Saya sendiri merasa alternatif kedua lebih enak. Ini karena kemampuan daya serap saya terhadap teori sangat terbatas. Saya pernah mencoba belajar teori menulis. Hasilnya? Pusing. Bukan hanya itu, bahkan dalam belajar bahasa Inggris pun, saya cenderung langsung membaca buku, koran atau majalah. Pernah saya coba belajar bahasa Inggris dengan membaca grammar, hasilnya sama: pusing kepala.
Sulitkah Menulis?
Sulitkah menulis? Iya dan tidak. Sulit karena kita menganggapnya sulit. Mudah kalau kita anggap “santai”. Eep Saifullah Fatah, penulis dan kolomnis beken Indonesia, mengatakan bahwa menulis akan terasa mudah kalau kita tidak terlalu terikat pada aturan orang lain. Artinya, apa yang ingin kita tulis, tulis saja. Sama dengan gaya kita menulis buku diary. Setidaknya, itulah langkah awal kita menulis: menulis menurut gaya dan cara kita sendiri. Setelah beberapa kali kita berhasil mengirim tulisan ke media — dimuat atau tidak itu tidak penting– barulah kita dapat melirik buku-buku teori menulis, untuk mengasah kemampuan menulis kita. Jadi, tulis-tulis dahulu; baca teori menulis kemudian. Seperti kata Rhoma Irama, penyanyi kesayangan Malik Sarumpaet.
Topik Tulisan
Topik tulisan, seperti pernah saya singgung dalam posting beberapa bulan lalu, adalah berupa tanggapan tentang fenomena sosial yang terjadi saat ini. Contoh, apa tanggapan Anda tentang bencana gempa dan tsunami di Aceh? Apa tanggapan Anda seputar pemerintahan SBY? Apa tanggapan Anda tentang dunia pendidikan di Indonesia? Dan lain-lain.
Sekali lagi, usahakan menulis sampai 700 kata dan maksimum 1000 kata. Dan setelah itu, kirimkan langsung ke media yang dituju. Jangan pernah merasa tidak pede. Anda dan redaktur media tsb. kan tidak kenal. Mengapa mesti malu mengirim tulisan? Kirim saja dahulu, dimuat tak dimuat urusan belakangan. Keep in mind: Berani mengirim tulisan ke media adalah prestasi dan mendapat satu pahala. Tulisan dimuat di media berarti dua prestasi dan dua pahala.
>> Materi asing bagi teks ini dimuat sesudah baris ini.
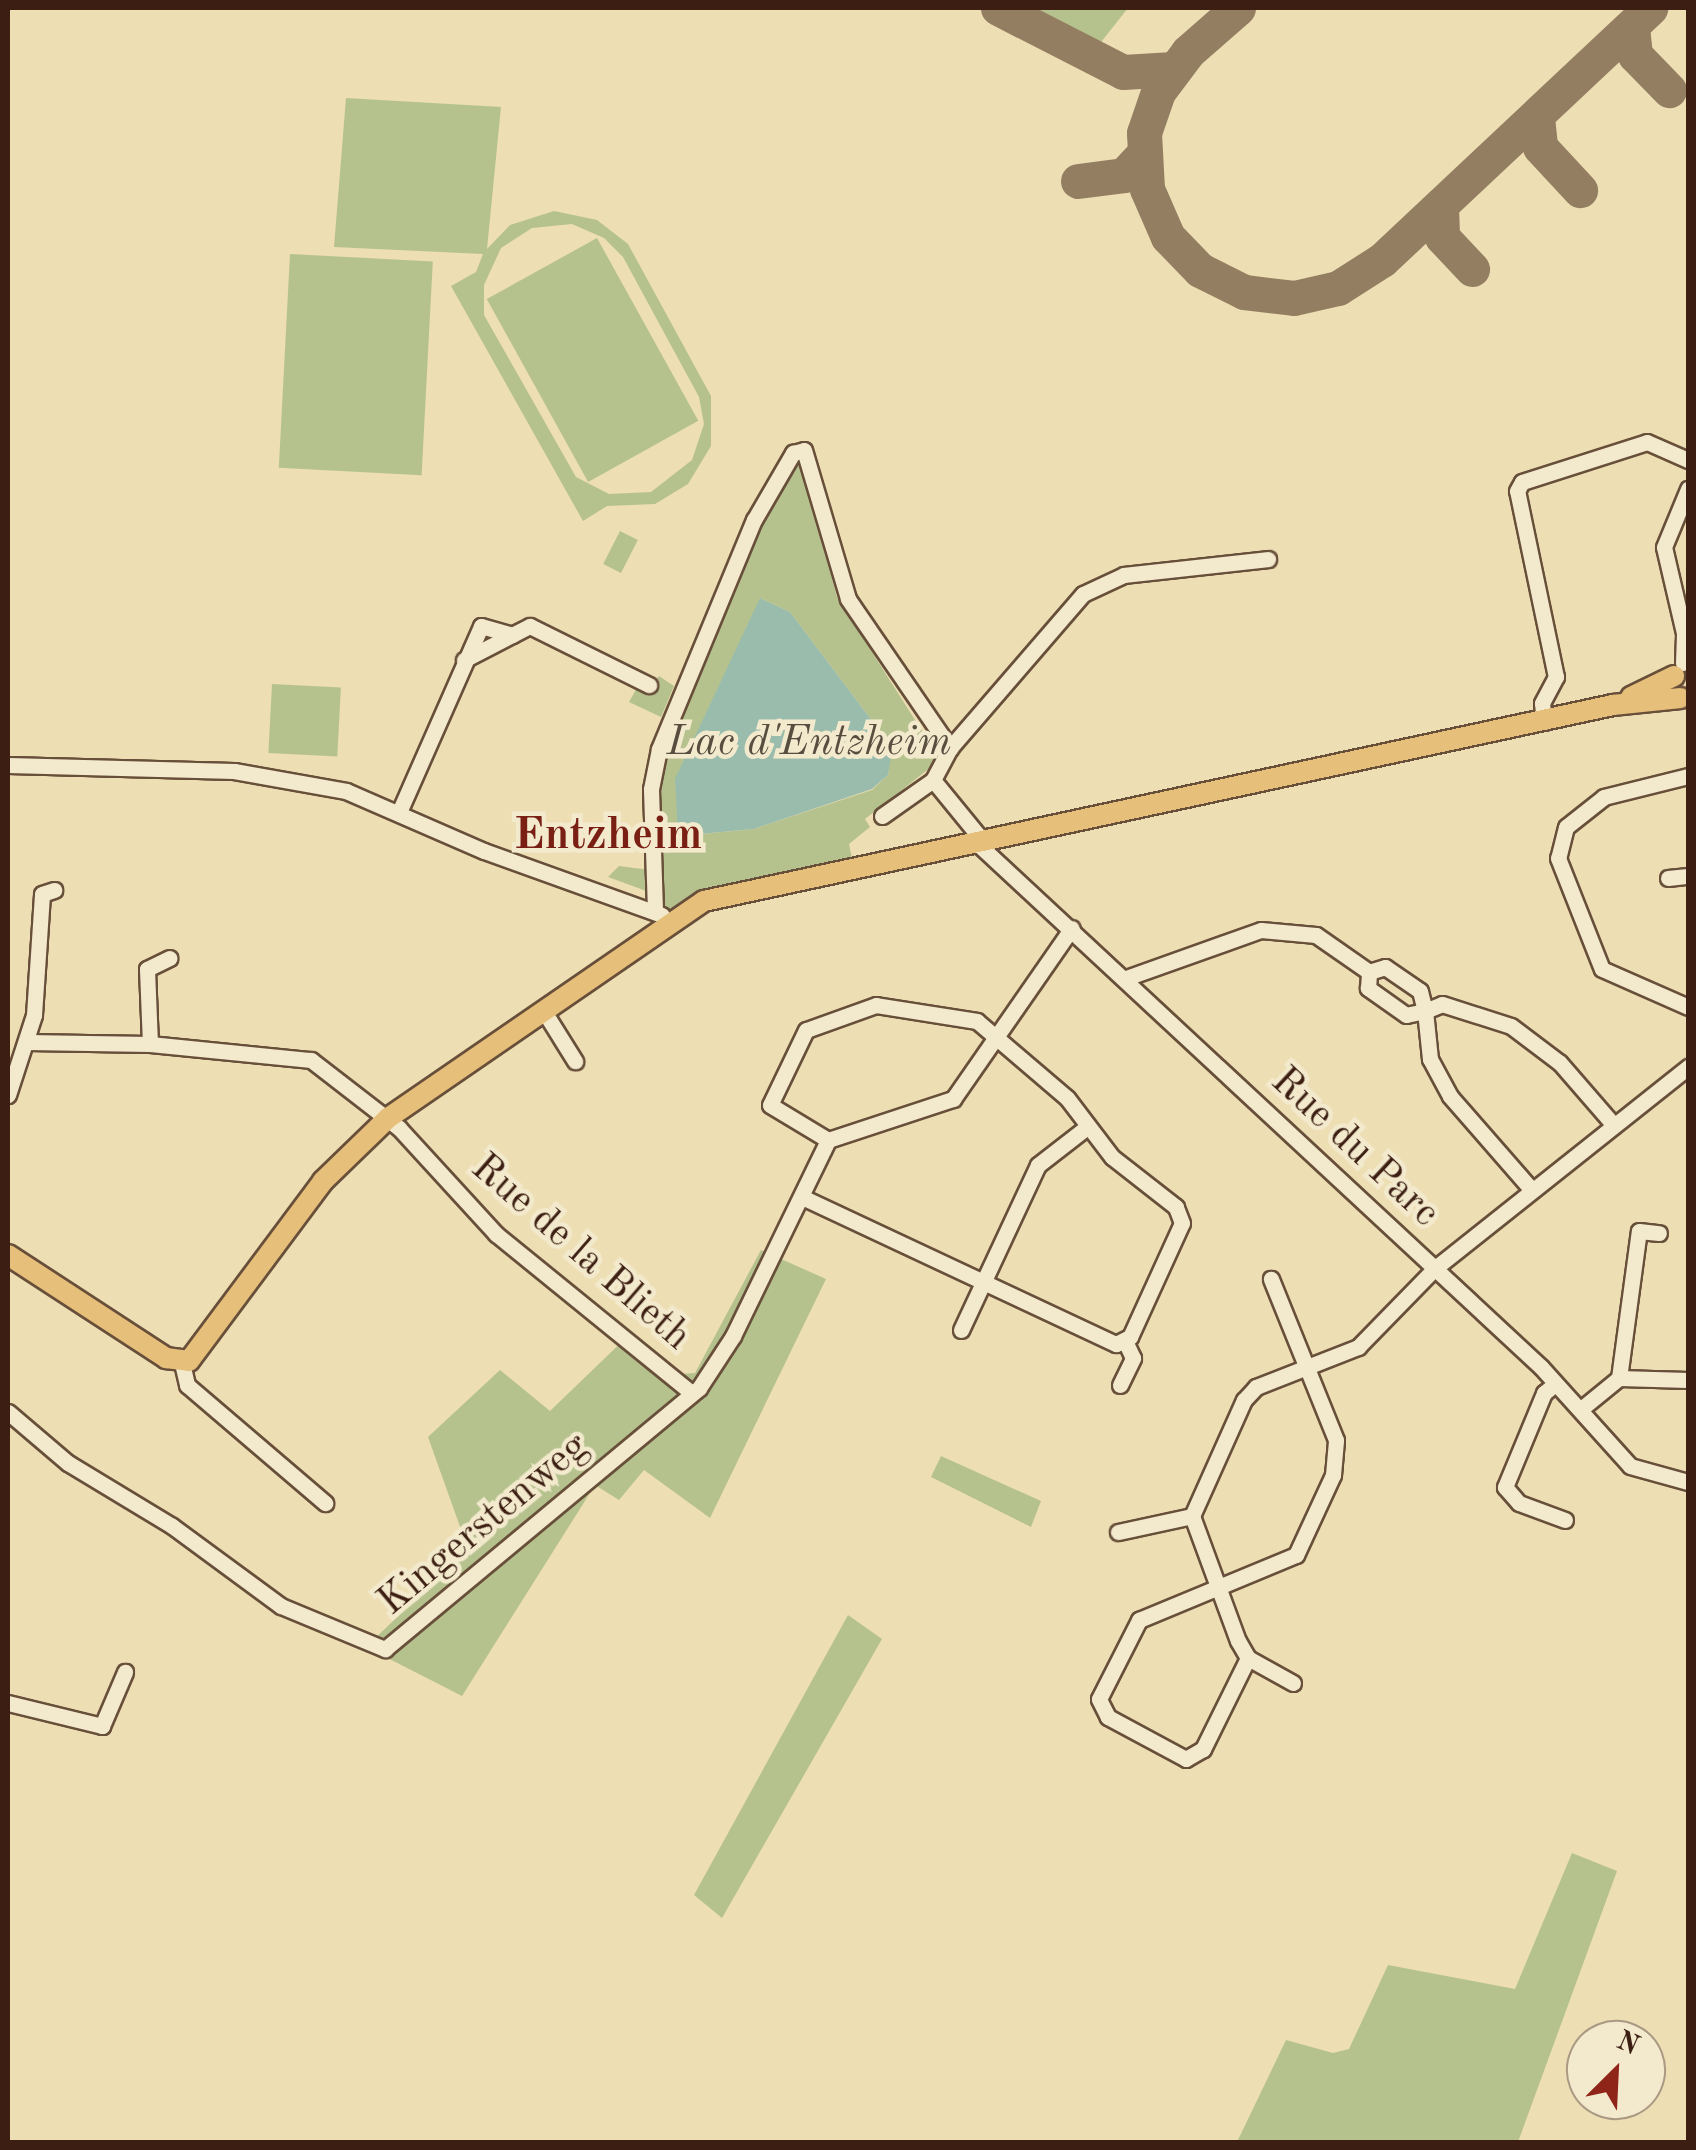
<!DOCTYPE html>
<style>
body{margin:0}
#map{position:relative;width:1696px;height:2150px;overflow:hidden;background:#eddeb3;font-family:"Old Standard TT",serif}
div>[style]{position:absolute}
.green>*{inset:0;background:#b6c28e;transform-origin:0 0}
.water>*{inset:0;background:#99bcac}
.taxiway>*{height:35px;margin:-17.5px;padding:0 17.5px;transform-origin:17.5px;border-radius:17.5px;background:#947e62}
.roads{filter:drop-shadow(2px 0 #684f3a) drop-shadow(-2px 0 #684f3a) drop-shadow(0 2px #684f3a) drop-shadow(0 -2px #684f3a)}
.minor>*{height:15px;margin:-7.5px;padding:0 7.5px;transform-origin:7.5px;border-radius:7.5px;background:#f3eace}
.major>*{height:20px;margin:-10px;padding:0 10px;transform-origin:10px;border-radius:10px;background:#e6bf7a}
span{translate:-50% -50%;white-space:nowrap;text-align:center;line-height:1.15;-webkit-text-stroke:9px #f3eace;paint-order:stroke}
.street-label{font-size:40px;color:#3c1f12}
.water-label{font-size:42px;color:#584e40;font-style:italic}
.quarter-label{font-size:45px;color:#7a1f14;font-weight:700}
.frame{position:absolute;inset:0;border:10px solid #3c1f12;pointer-events:none}
.north{position:absolute;left:1566px;top:2020px;width:100px;height:100px;box-sizing:border-box;background:#f3eace;border:2px solid #aa9983;border-radius:50%;rotate:24deg;font-size:28px;font-weight:700;line-height:40px;text-align:center;color:#3c1f12}
.north::after{content:'';display:block;margin:auto;width:35px;height:45px;background:#8f2418;clip-path:polygon(50% 0,100% 100%,50% 72%,0 100%)}
</style>
<div id="map">
<div class="green">
<div style="clip-path:polygon(1022px 8px,1128px 8px,1098px 46px)"></div>
<div style="clip-path:polygon(evenodd,346px 98px,501px 107px,487px 249px,510px 225px,554px 211px,597px 220px,628px 244px,711px 396px,711px 446px,688px 484px,655px 504px,607px 506px,583px 521px,451px 286px,476px 272px,483px 254px,334px 247px,346px 98px,572px 224px,604px 238px,623px 257px,699px 397px,704px 424px,692px 460px,651px 492px,609px 494px,576px 477px,484px 315px,484px 285px,501px 248px,532px 228px,572px 224px)"></div>
<div style="left:597px;top:238px;width:209px;height:126px;rotate:61deg"></div>
<div style="left:290px;top:254px;width:143px;height:214px;rotate:3deg"></div>
<div style="clip-path:polygon(evenodd,801px 459px,837px 597px,936px 753px,931px 767px,865px 819px,870px 827px,849px 844px,853px 863px,688px 901px,669px 912px,652px 902px,649px 892px,608px 877px,619px 866px,650px 870px,646px 849px,630px 835px,648px 830px,657px 768px,759px 524px,801px 459px,760px 598px,790px 612px,882px 734px,891px 751px,888px 775px,872px 790px,754px 829px,679px 836px,760px 598px)"></div>
<div style="left:620px;top:531px;width:20px;height:37px;rotate:27deg"></div>
<div style="clip-path:polygon(659px 676px,674px 686px,661px 717px,629px 702px,639px 684px,650px 689px)"></div>
<div style="left:272px;top:684px;width:69px;height:69px;rotate:3deg"></div>
<div style="clip-path:polygon(761px 1250px,826px 1279px,710px 1518px,644px 1470px,619px 1500px,595px 1485px,462px 1696px,366px 1647px,468px 1549px,428px 1437px,500px 1370px,550px 1411px,631px 1333px,680px 1374px,695px 1373px)"></div>
<div style="clip-path:polygon(941px 1456px,1041px 1501px,1031px 1527px,931px 1477px)"></div>
<div style="clip-path:polygon(848px 1615px,882px 1639px,722px 1918px,694px 1895px)"></div>
<div style="clip-path:polygon(1572px 1853px,1617px 1871px,1518px 2142px,1237px 2142px,1286px 2040px,1333px 2053px,1349px 2049px,1388px 1965px,1515px 1989px)"></div>
</div>
<div class="water">
<div style="clip-path:polygon(760px 598px,790px 612px,882px 734px,892px 751px,888px 775px,872px 789px,754px 829px,678px 836px,675px 779px)"></div>
</div>
<div class="taxiway">
<div style="left:998px;top:8px;width:140px;rotate:27.1deg"></div>
<div style="left:1123px;top:72px;width:50px;rotate:-3.4deg"></div>
<div style="left:1238px;top:8px;width:67px;rotate:138.7deg"></div>
<div style="left:1188px;top:52px;width:50px;rotate:126.9deg"></div>
<div style="left:1158px;top:92px;width:43px;rotate:108.9deg"></div>
<div style="left:1144px;top:133px;width:56px;rotate:86.9deg"></div>
<div style="left:1147px;top:189px;width:52px;rotate:66.4deg"></div>
<div style="left:1168px;top:237px;width:46px;rotate:45.9deg"></div>
<div style="left:1200px;top:270px;width:49px;rotate:26.6deg"></div>
<div style="left:1244px;top:292px;width:50px;rotate:6.8deg"></div>
<div style="left:1294px;top:298px;width:45px;rotate:-12.8deg"></div>
<div style="left:1338px;top:288px;width:52px;rotate:-32.5deg"></div>
<div style="left:1382px;top:260px;width:368px;rotate:-43.2deg"></div>
<div style="left:1632px;top:27px;width:28px;rotate:84deg"></div>
<div style="left:1635px;top:55px;width:49px;rotate:45.8deg"></div>
<div style="left:1537px;top:117px;width:30px;rotate:84deg"></div>
<div style="left:1540px;top:147px;width:59px;rotate:47.1deg"></div>
<div style="left:1078px;top:181px;width:46px;rotate:-7.4deg"></div>
<div style="left:1124px;top:175px;width:26px;rotate:-47deg"></div>
<div style="left:1441px;top:206px;width:31px;rotate:88deg"></div>
<div style="left:1442px;top:237px;width:44px;rotate:46.8deg"></div>
</div>
<div class="roads">
<div class="minor">
<div style="left:464px;top:660px;width:54px;rotate:-27.5deg"></div>
<div style="left:1683px;top:663px;width:30px;rotate:-88deg"></div>
<div style="left:1684px;top:633px;width:88px;rotate:-103.1deg"></div>
<div style="left:1664px;top:547px;width:63px;rotate:-67.5deg"></div>
<div style="left:1544px;top:722px;width:19px;rotate:-96deg"></div>
<div style="left:1542px;top:703px;width:30px;rotate:-62deg"></div>
<div style="left:1556px;top:677px;width:190px;rotate:-101.8deg"></div>
<div style="left:1517px;top:491px;width:10px;rotate:-61deg"></div>
<div style="left:1522px;top:482px;width:131px;rotate:-17.7deg"></div>
<div style="left:1647px;top:442px;width:45px;rotate:23.7deg"></div>
<div style="left:8px;top:765px;width:226px;rotate:1.5deg"></div>
<div style="left:234px;top:771px;width:114px;rotate:10.1deg"></div>
<div style="left:346px;top:791px;width:150px;rotate:23.5deg"></div>
<div style="left:484px;top:851px;width:189px;rotate:19.8deg"></div>
<div style="left:1688px;top:776px;width:87px;rotate:166deg"></div>
<div style="left:1604px;top:797px;width:48px;rotate:141.7deg"></div>
<div style="left:1566px;top:827px;width:32px;rotate:104deg"></div>
<div style="left:1558px;top:858px;width:119px;rotate:68.4deg"></div>
<div style="left:1602px;top:969px;width:94px;rotate:23.8deg"></div>
<div style="left:933px;top:780px;width:71px;rotate:50.7deg"></div>
<div style="left:978px;top:835px;width:10px;rotate:84deg"></div>
<div style="left:979px;top:845px;width:767px;rotate:42.89deg"></div>
<div style="left:1541px;top:1367px;width:133px;rotate:48deg"></div>
<div style="left:1630px;top:1466px;width:60px;rotate:15.4deg"></div>
<div style="left:400px;top:810px;width:201px;rotate:-66.2deg"></div>
<div style="left:481px;top:626px;width:32px;rotate:16deg"></div>
<div style="left:512px;top:635px;width:20px;rotate:-27deg"></div>
<div style="left:530px;top:626px;width:133px;rotate:26.4deg"></div>
<div style="left:882px;top:816px;width:62px;rotate:-35.2deg"></div>
<div style="left:933px;top:780px;width:36px;rotate:-62deg"></div>
<div style="left:950px;top:748px;width:203px;rotate:-49.2deg"></div>
<div style="left:1083px;top:594px;width:45px;rotate:-24.9deg"></div>
<div style="left:1124px;top:575px;width:145px;rotate:-6.3deg"></div>
<div style="left:1668px;top:878px;width:20px;rotate:-6deg"></div>
<div style="left:655px;top:910px;width:121px;rotate:-91.9deg"></div>
<div style="left:651px;top:789px;width:41px;rotate:-78.7deg"></div>
<div style="left:659px;top:749px;width:248px;rotate:-67.5deg"></div>
<div style="left:754px;top:520px;width:78px;rotate:-59.8deg"></div>
<div style="left:793px;top:453px;width:11px;rotate:-15deg"></div>
<div style="left:804px;top:450px;width:155px;rotate:73.5deg"></div>
<div style="left:848px;top:599px;width:181px;rotate:55.6deg"></div>
<div style="left:1385px;top:967px;width:42px;rotate:34.4deg"></div>
<div style="left:1420px;top:991px;width:21px;rotate:76deg"></div>
<div style="left:1425px;top:1011px;width:19px;rotate:168deg"></div>
<div style="left:1406px;top:1015px;width:47px;rotate:-144.6deg"></div>
<div style="left:1368px;top:988px;width:16px;rotate:-86deg"></div>
<div style="left:1369px;top:972px;width:17px;rotate:-17deg"></div>
<div style="left:1126px;top:978px;width:143px;rotate:-19.6deg"></div>
<div style="left:1261px;top:930px;width:55px;rotate:5.2deg"></div>
<div style="left:1316px;top:935px;width:65px;rotate:34.9deg"></div>
<div style="left:545px;top:1013px;width:57px;rotate:58deg"></div>
<div style="left:27px;top:1042px;width:123px;rotate:0.9deg"></div>
<div style="left:150px;top:1044px;width:162px;rotate:5.7deg"></div>
<div style="left:311px;top:1060px;width:111px;rotate:37.7deg"></div>
<div style="left:399px;top:1128px;width:144px;rotate:47.5deg"></div>
<div style="left:496px;top:1234px;width:249px;rotate:39.1deg"></div>
<div style="left:150px;top:1044px;width:75px;rotate:-92.3deg"></div>
<div style="left:147px;top:969px;width:25px;rotate:-26deg"></div>
<div style="left:8px;top:1095px;width:84px;rotate:-72deg"></div>
<div style="left:34px;top:1015px;width:121px;rotate:-86.2deg"></div>
<div style="left:42px;top:894px;width:13px;rotate:-18deg"></div>
<div style="left:1531px;top:1189px;width:123px;rotate:-131.1deg"></div>
<div style="left:1450px;top:1096px;width:42px;rotate:-118.4deg"></div>
<div style="left:1430px;top:1059px;width:48px;rotate:-95.9deg"></div>
<div style="left:1425px;top:1011px;width:18px;rotate:-22deg"></div>
<div style="left:1442px;top:1004px;width:72px;rotate:17.7deg"></div>
<div style="left:1511px;top:1026px;width:61px;rotate:37.1deg"></div>
<div style="left:1560px;top:1063px;width:79px;rotate:49.1deg"></div>
<div style="left:802px;top:1197px;width:347px;rotate:25.1deg"></div>
<div style="left:1116px;top:1344px;width:16px;rotate:-27deg"></div>
<div style="left:1130px;top:1337px;width:125px;rotate:-65.5deg"></div>
<div style="left:1182px;top:1223px;width:17px;rotate:-111deg"></div>
<div style="left:1176px;top:1207px;width:81px;rotate:-142deg"></div>
<div style="left:1112px;top:1157px;width:74px;rotate:-127.3deg"></div>
<div style="left:1067px;top:1098px;width:118px;rotate:-139.5deg"></div>
<div style="left:977px;top:1021px;width:102px;rotate:-171deg"></div>
<div style="left:876px;top:1005px;width:74px;rotate:160.3deg"></div>
<div style="left:806px;top:1030px;width:83px;rotate:115.6deg"></div>
<div style="left:770px;top:1105px;width:68px;rotate:31.1deg"></div>
<div style="left:961px;top:1330px;width:182px;rotate:-65deg"></div>
<div style="left:1038px;top:1165px;width:62px;rotate:-37.8deg"></div>
<div style="left:182px;top:1363px;width:23px;rotate:77deg"></div>
<div style="left:187px;top:1385px;width:182px;rotate:40.5deg"></div>
<div style="left:1619px;top:1378px;width:148px;rotate:-82.3deg"></div>
<div style="left:1639px;top:1231px;width:20px;rotate:6deg"></div>
<div style="left:1555px;top:1384px;width:14px;rotate:141deg"></div>
<div style="left:1544px;top:1393px;width:102px;rotate:112.5deg"></div>
<div style="left:1505px;top:1487px;width:21px;rotate:49deg"></div>
<div style="left:1519px;top:1503px;width:49px;rotate:20.3deg"></div>
<div style="left:1120px;top:1385px;width:30px;rotate:-64deg"></div>
<div style="left:1133px;top:1358px;width:17px;rotate:-115deg"></div>
<div style="left:1581px;top:1409px;width:49px;rotate:-39.2deg"></div>
<div style="left:1619px;top:1378px;width:69px;rotate:1.7deg"></div>
<div style="left:8px;top:1412px;width:79px;rotate:40.4deg"></div>
<div style="left:68px;top:1463px;width:122px;rotate:31.2deg"></div>
<div style="left:172px;top:1526px;width:135px;rotate:36.3deg"></div>
<div style="left:281px;top:1606px;width:113px;rotate:22.5deg"></div>
<div style="left:385px;top:1649px;width:408px;rotate:-39.7deg"></div>
<div style="left:699px;top:1388px;width:62px;rotate:-56.8deg"></div>
<div style="left:733px;top:1336px;width:218px;rotate:-64.1deg"></div>
<div style="left:828px;top:1140px;width:132px;rotate:-18.2deg"></div>
<div style="left:953px;top:1099px;width:208px;rotate:-55.2deg"></div>
<div style="left:1118px;top:1532px;width:76px;rotate:-12.2deg"></div>
<div style="left:1248px;top:1658px;width:102px;rotate:116.3deg"></div>
<div style="left:1203px;top:1749px;width:20px;rotate:150deg"></div>
<div style="left:1186px;top:1759px;width:89px;rotate:-151.7deg"></div>
<div style="left:1108px;top:1717px;width:20px;rotate:-117deg"></div>
<div style="left:1099px;top:1699px;width:89px;rotate:-63.1deg"></div>
<div style="left:1139px;top:1620px;width:170px;rotate:-22.5deg"></div>
<div style="left:1296px;top:1555px;width:88px;rotate:-65.2deg"></div>
<div style="left:1333px;top:1475px;width:35px;rotate:-85deg"></div>
<div style="left:1336px;top:1440px;width:174px;rotate:-112deg"></div>
<div style="left:1293px;top:1683px;width:51px;rotate:-150.9deg"></div>
<div style="left:1248px;top:1658px;width:20px;rotate:-120deg"></div>
<div style="left:1238px;top:1641px;width:133px;rotate:-110.2deg"></div>
<div style="left:1192px;top:1516px;width:127px;rotate:-65.9deg"></div>
<div style="left:1244px;top:1400px;width:18px;rotate:-47deg"></div>
<div style="left:1256px;top:1387px;width:110px;rotate:-21.4deg"></div>
<div style="left:1358px;top:1347px;width:109px;rotate:-45.7deg"></div>
<div style="left:1434px;top:1269px;width:325px;rotate:-38.5deg"></div>
<div style="left:8px;top:1703px;width:97px;rotate:13.7deg"></div>
<div style="left:102px;top:1726px;width:59px;rotate:-66.9deg"></div>
</div>
<div class="major">
<div style="left:1631px;top:697px;width:48px;rotate:-26deg"></div>
<div style="left:8px;top:1255px;width:189px;rotate:33.1deg"></div>
<div style="left:166px;top:1358px;width:23px;rotate:7deg"></div>
<div style="left:189px;top:1361px;width:224px;rotate:-53.3deg"></div>
<div style="left:323px;top:1181px;width:91px;rotate:-44.1deg"></div>
<div style="left:388px;top:1118px;width:383px;rotate:-34.5deg"></div>
<div style="left:704px;top:901px;width:930px;rotate:-12.17deg"></div>
<div style="left:1613px;top:705px;width:68px;rotate:-5.9deg"></div>
</div>
</div>
<div class="street-label">
<span style="left:1354px;top:1148px;rotate:43deg">Rue du Parc</span>
<span style="left:580px;top:1253px;rotate:41deg">Rue de la Blieth</span>
<span style="left:484px;top:1525px;rotate:-40deg">Kingerstenweg</span>
</div>
<div class="water-label">
<span style="left:809px;top:743px">Lac d'Entzheim</span>
</div>
<div class="quarter-label">
<span style="left:608px;top:837px">Entzheim</span>
</div>
<div class="frame"></div>
<div class="north">N</div>
</div>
Seperti kata penulis dan ustadz KBRI, Rizqon Khamami.
Rendah Hati dan Sifat Kompetitif

Apa hubungannya menulis dengan kerendahan hati? Menulis membuat kita menjadi rendah hati, tidak sombong. Karena ketika kita menulis dan tidak dimuat, di situ kita sadar bahwa masih banyak orang lain yang lebih pintar dari kita. Ini terutama bagi rekan-rekan yang sudah menjadi dosen yang di mata mahasiswa-nya mungkin sudah paling ‘wah’ sehingga mendorong perasaan kita jadi ‘wah’ juga alias ke-GR-an.
Nah, menulis dan mengririm tulisan ke media membuat kita terpaksa berhadapan dengan para penulis lain dari dunia dan komunitas lain yang ternyata lebih pintar dari kita yang umurnya juga lebih muda dari kita. Di situ kita sadar, bahwa kemampuan kita masih sangat dangkal. Kita ternyata tidak ada apa-apanya. Ketika kita merasa tidak ada apa-apanya, di saat itulah sebenarnya langkah awal kita menuju kemajuan.
Kita juga akan terbiasa menghargai orang dari isi otaknya bukan dari umur atau senioritasnya apalagi jabatannya.
Di sisi lain, membiasakan mengirim tulisan ke media membuat sikap kita jadi kompetitif. Sekedar diketahui, untuk media seperti KOMPAS, tak kurang dari 70 tulisan opini yang masuk setiap hari, dan hanya 4 tulisan yang dimuat. Bayangkan kalau Anda termasuk dari yang empat itu. Itulah prestasi. Dan dari situlah kita juga belajar menghargai prestasi dan keilmuan serta kekuatan mental juara seseorang.
It’s your choice: you are either being a loser or a winner. Being a loser is easy. Just sit down in the chair, behind your desk. And feel comfort with your hallucination of being “a great guy” which is actually not, as a matter of fact.[]
Sumber: http://www.fatihsyuhud.com


Meresapi Gaya Orang Menulis

Januari 13, 2010

Terimakasih buat mas Afatih
Di bagian sebelumnya disebutkan bahwa cara terbaik memulai menulis adalah LEARN THE HARD WAY. Langsung menulis menurut insting, tanpa belajar teori; bak cowok atau cewek yang rajin menulis diary kala sedang jatuh cinta. Dan langsung dikirim ke media.
Cara lain adalah dengan BANYAK MEMBACA TULISAN/ARTIKEL ORANG yang sudah dimuat. Resapi tutur bahasanya. Teliti cara pengungkapan idenya.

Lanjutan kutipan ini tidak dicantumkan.